#### [TASK MATERIAL]
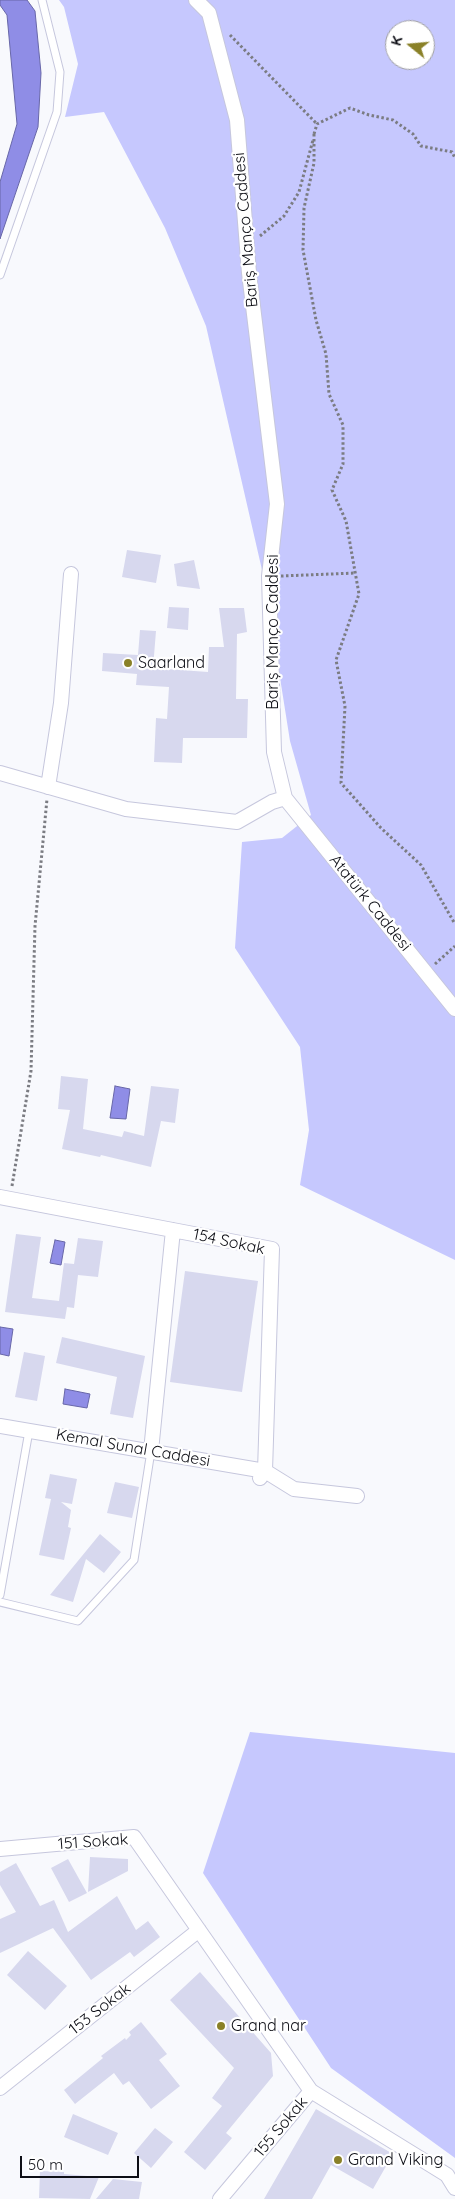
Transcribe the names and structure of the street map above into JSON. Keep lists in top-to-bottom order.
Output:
{
  "streets": {
    "street": [
      "Bariş Manço Caddesi",
      "Atatürk Caddesi",
      "154 Sokak",
      "Kemal Sunal Caddesi",
      "151 Sokak",
      "153 Sokak",
      "155 Sokak"
    ]
  },
  "crossings": [
    ["Bariş Manço Caddesi", "Atatürk Caddesi"],
    ["154 Sokak", "Kemal Sunal Caddesi"],
    ["151 Sokak", "153 Sokak"],
    ["151 Sokak", "155 Sokak"],
    ["153 Sokak", "155 Sokak"]
  ],
  "places": ["Saarland", "Grand nar", "Grand Viking"],
  "scale_bar": "50 m",
  "north": "left"
}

#### [EXERCISE AIM]
The result should be a precise copy of all the entries, free of pictures.

#### [OUTPUT]
Transcribe the names and structure of the street map above into JSON. Keep lists in top-to-bottom order.
Output:
{
  "streets": {
    "street": [
      "Bariş Manço Caddesi",
      "Atatürk Caddesi",
      "154 Sokak",
      "Kemal Sunal Caddesi",
      "151 Sokak",
      "153 Sokak",
      "155 Sokak"
    ]
  },
  "crossings": [
    ["Bariş Manço Caddesi", "Atatürk Caddesi"],
    ["154 Sokak", "Kemal Sunal Caddesi"],
    ["151 Sokak", "153 Sokak"],
    ["151 Sokak", "155 Sokak"],
    ["153 Sokak", "155 Sokak"]
  ],
  "places": ["Saarland", "Grand nar", "Grand Viking"],
  "scale_bar": "50 m",
  "north": "left"
}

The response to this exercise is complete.